-- Assignment --
Note each line in the data below that holds "position", and copy it.

-- Study material --
● ● ● ●

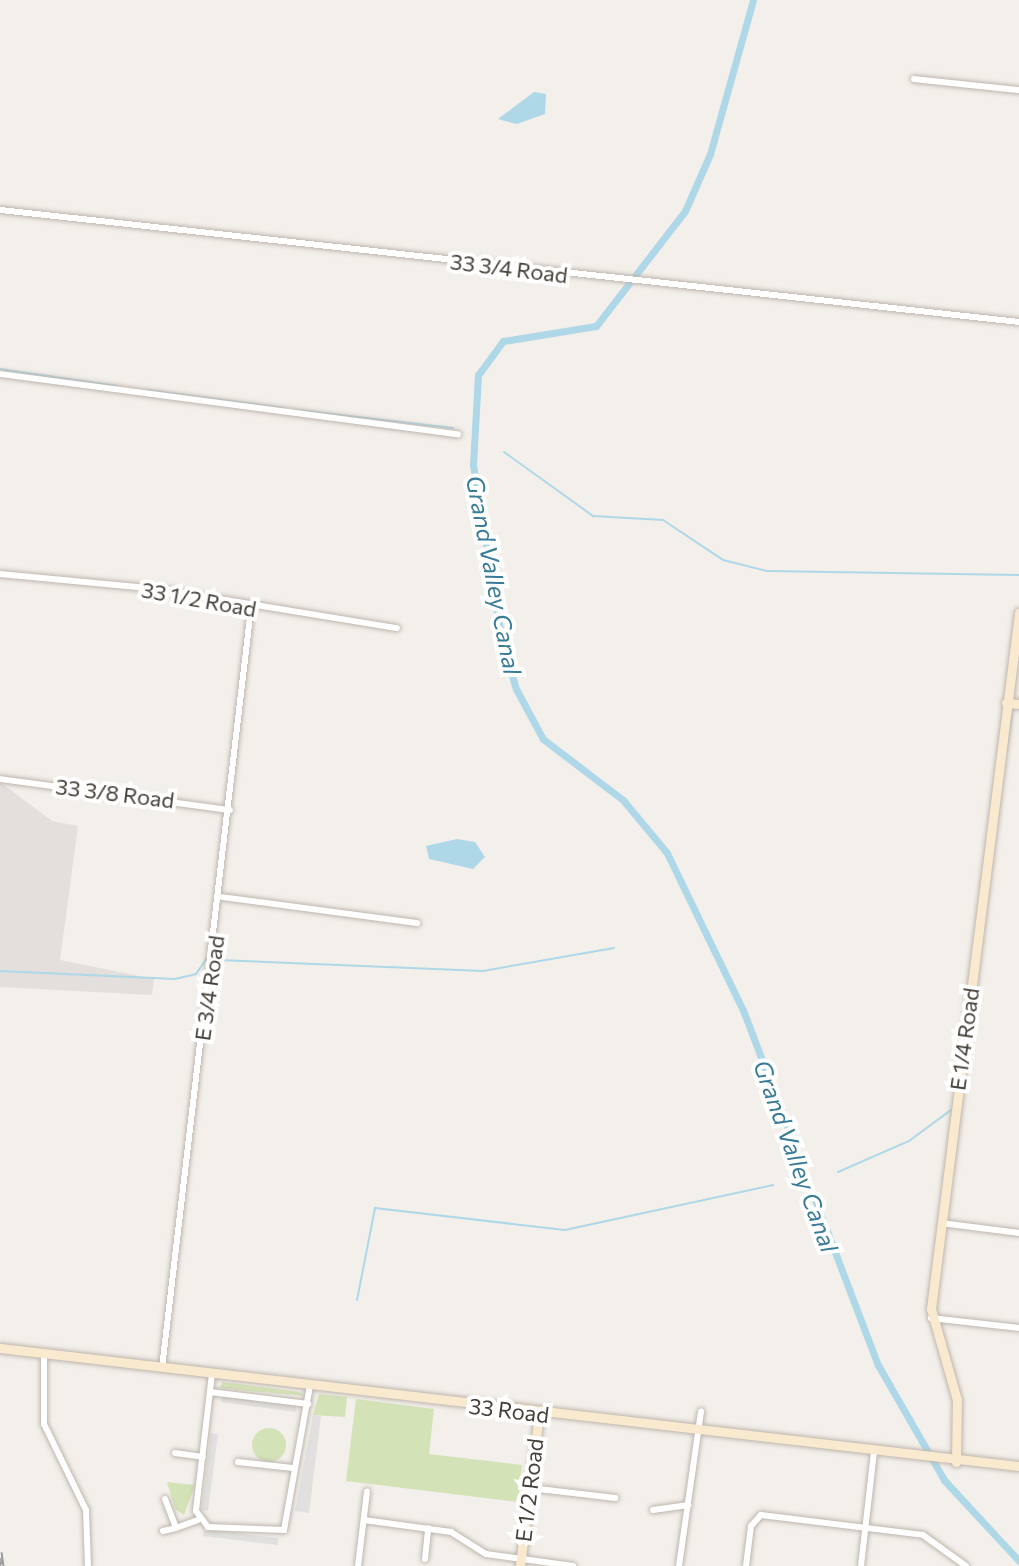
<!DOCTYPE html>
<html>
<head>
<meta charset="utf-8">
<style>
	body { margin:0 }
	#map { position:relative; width:1019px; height:1566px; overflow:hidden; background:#f3efea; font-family:Commissioner,sans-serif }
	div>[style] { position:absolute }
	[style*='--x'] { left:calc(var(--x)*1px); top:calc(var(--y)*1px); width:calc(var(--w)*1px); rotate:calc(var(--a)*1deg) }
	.industrial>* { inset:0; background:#e3dfdc }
	.green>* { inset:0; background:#d4e2b8 }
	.round { border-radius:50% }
	.parking>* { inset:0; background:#e2e0de; transform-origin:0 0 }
	.water>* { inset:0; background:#aed7e8 }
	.stream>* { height:2px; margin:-1px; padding:0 1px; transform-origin:1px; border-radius:1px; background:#aed7e8 }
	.canal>* { height:7px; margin:-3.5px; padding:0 3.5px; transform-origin:3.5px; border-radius:3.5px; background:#aed7e8 }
	.roads { filter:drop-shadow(0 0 2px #beb6ae) drop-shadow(0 0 2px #beb6ae) }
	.street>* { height:6px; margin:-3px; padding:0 3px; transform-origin:3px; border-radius:3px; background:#fff }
	.secondary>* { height:9px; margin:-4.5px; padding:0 4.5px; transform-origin:4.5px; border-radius:4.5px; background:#f9eacf }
	.rail>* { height:5px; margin-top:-2.5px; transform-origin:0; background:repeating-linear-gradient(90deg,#fff 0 6px,#989898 0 12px); box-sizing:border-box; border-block:2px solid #989898 }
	span { translate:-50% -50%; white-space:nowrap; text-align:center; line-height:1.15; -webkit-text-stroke:8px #fff; paint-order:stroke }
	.street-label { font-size:22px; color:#464039 }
	.water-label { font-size:24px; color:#3a7b97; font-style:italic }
</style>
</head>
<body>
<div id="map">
	<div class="industrial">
		<i style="clip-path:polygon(0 782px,52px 821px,78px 826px,60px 960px,154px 979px,152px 995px,0 987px)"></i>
	</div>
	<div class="green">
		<i style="clip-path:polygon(223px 1382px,300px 1392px,305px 1396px,219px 1388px)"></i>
		<i style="clip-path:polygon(319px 1394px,347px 1397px,345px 1417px,313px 1415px)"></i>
		<i style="clip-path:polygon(356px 1399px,434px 1409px,429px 1454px,522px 1465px,518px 1502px,346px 1481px)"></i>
		<i class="round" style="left:252px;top:1428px;width:34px;height:34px"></i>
		<i style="clip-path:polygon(167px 1482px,195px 1485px,184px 1515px,175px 1509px)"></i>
	</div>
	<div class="parking">
		<i style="clip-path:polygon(221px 1396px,297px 1405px,296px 1412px,221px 1402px)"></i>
		<i style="clip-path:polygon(313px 1415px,321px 1416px,309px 1513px,295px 1511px)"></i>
		<i style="clip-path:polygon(211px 1433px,218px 1434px,208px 1511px,202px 1510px)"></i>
		<i style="left:204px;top:1529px;width:75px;height:7px;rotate:7deg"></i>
	</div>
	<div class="water">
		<i style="clip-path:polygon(534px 92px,546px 94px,545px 114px,517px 124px,498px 119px)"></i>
		<i style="clip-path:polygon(457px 839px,475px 842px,485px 857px,473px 869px,429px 859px,426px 846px)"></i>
	</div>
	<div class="stream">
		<i style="--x:0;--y:369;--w:118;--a:8.3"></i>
		<i style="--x:147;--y:390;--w:137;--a:7.5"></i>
		<i style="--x:298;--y:410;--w:156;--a:6.6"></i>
		<i style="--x:504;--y:452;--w:110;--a:35.7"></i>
		<i style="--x:593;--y:516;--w:70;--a:3.3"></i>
		<i style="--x:663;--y:520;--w:72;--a:33.7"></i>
		<i style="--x:723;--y:560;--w:45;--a:14"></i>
		<i style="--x:767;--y:571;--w:252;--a:0.9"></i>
		<i style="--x:1006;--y:752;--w:37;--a:-81"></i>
		<i style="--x:218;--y:960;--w:265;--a:2.4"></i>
		<i style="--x:483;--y:971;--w:133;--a:-10"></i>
		<i style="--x:0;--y:971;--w:175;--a:2.6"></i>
		<i style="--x:175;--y:979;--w:22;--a:-13"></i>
		<i style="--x:196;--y:974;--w:18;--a:-56"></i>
		<i style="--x:838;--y:1172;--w:77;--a:-23.6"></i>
		<i style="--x:909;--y:1141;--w:52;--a:-36.4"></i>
		<i style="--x:357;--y:1300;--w:94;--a:-78.9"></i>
		<i style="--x:375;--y:1208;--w:191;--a:6.6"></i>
		<i style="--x:565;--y:1230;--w:213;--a:-12.2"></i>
	</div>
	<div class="canal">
		<i style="--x:753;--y:0;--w:160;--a:105.6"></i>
		<i style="--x:710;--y:154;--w:62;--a:113.7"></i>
		<i style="--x:685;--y:211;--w:145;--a:127.7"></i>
		<i style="--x:596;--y:326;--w:94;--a:170.8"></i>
		<i style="--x:503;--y:341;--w:42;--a:126.3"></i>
		<i style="--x:478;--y:375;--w:90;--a:93.2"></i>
		<i style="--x:473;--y:465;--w:179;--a:80.7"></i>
		<i style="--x:502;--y:642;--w:49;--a:73.4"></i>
		<i style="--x:516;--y:689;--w:57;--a:61.6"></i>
		<i style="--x:543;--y:739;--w:101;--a:37.3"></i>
		<i style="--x:623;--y:800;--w:69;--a:50.3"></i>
		<i style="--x:667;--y:853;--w:174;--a:64.2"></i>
		<i style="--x:743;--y:1010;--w:380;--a:69.2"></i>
		<i style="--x:878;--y:1365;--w:133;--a:60.1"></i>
		<i style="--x:944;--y:1480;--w:110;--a:47.2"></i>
	</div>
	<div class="roads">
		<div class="street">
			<i style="--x:914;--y:79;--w:106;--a:6"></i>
			<i style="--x:0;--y:210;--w:1025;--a:6.27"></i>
			<i style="--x:0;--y:374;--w:462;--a:7.5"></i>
			<i style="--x:0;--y:574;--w:159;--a:5.4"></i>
			<i style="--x:158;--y:589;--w:242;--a:9.3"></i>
			<i style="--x:0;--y:779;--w:232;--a:7.7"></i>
			<i style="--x:222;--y:897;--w:197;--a:7.6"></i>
			<i style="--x:941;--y:1223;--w:79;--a:7.3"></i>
			<i style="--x:931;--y:1318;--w:89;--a:6.5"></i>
			<i style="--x:44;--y:1353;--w:71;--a:90"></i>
			<i style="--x:44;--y:1424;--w:96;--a:64"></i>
			<i style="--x:86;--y:1510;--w:56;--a:88"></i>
			<i style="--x:162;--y:1368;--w:765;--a:-83.32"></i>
			<i style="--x:212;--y:1374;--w:138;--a:96.7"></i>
			<i style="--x:196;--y:1511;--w:20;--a:53"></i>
			<i style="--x:208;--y:1527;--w:76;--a:2.3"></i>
			<i style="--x:284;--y:1530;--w:146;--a:-79.8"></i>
			<i style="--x:210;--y:1392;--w:99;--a:7"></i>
			<i style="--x:175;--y:1453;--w:28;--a:8"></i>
			<i style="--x:238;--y:1462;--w:55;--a:6.2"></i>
			<i style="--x:530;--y:1488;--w:86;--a:6.7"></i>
			<i style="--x:165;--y:1499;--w:31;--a:69"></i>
			<i style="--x:176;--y:1528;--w:23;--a:-20"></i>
			<i style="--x:653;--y:1510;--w:36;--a:-8"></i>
			<i style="--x:364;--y:1520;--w:88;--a:7.9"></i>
			<i style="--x:451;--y:1532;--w:41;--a:32.2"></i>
			<i style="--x:486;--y:1554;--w:88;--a:7.9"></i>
			<i style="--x:163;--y:1531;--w:13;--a:-13"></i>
			<i style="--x:425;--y:1559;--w:31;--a:-84"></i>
			<i style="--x:358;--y:1566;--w:75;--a:-83.1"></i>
			<i style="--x:679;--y:1566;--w:156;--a:-81.9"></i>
			<i style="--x:746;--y:1566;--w:40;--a:-82.9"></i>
			<i style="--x:751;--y:1526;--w:15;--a:-48"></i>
			<i style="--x:761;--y:1515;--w:163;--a:7"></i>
			<i style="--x:923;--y:1535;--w:53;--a:35.8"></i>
			<i style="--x:861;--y:1566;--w:115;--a:-83.5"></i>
		</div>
		<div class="secondary">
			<i style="--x:1006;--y:703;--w:13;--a:4"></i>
			<i style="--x:0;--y:1348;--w:1026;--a:6.61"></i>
			<i style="--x:956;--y:1462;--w:62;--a:-89.1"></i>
			<i style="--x:957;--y:1400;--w:95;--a:-105.9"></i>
			<i style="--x:931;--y:1309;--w:702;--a:-82.79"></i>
			<i style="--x:520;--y:1566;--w:154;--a:-82.9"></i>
		</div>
	</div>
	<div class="rail">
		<i style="--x:0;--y:1552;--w:14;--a:82"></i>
	</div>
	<div class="street-label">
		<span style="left:509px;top:268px;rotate:7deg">33 3/4 Road</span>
		<span style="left:199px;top:599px;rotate:10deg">33 1/2 Road</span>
		<span style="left:115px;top:793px;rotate:7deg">33 3/8 Road</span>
		<span style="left:209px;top:988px;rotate:-82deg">E 3/4 Road</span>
		<span style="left:964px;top:1039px;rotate:-82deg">E 1/4 Road</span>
		<span style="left:509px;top:1410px;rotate:7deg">33 Road</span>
		<span style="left:529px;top:1490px;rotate:-83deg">E 1/2 Road</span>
	</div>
	<div class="water-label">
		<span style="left:494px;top:575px;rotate:79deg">Grand Valley Canal</span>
		<span style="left:796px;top:1156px;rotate:70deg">Grand Valley Canal</span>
	</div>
</div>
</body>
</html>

● ● ● ●

-- Your response --
	#map { position:relative; width:1019px; height:1566px; overflow:hidden; background:#f3efea; font-family:Commissioner,sans-serif }
	div>[style] { position:absolute }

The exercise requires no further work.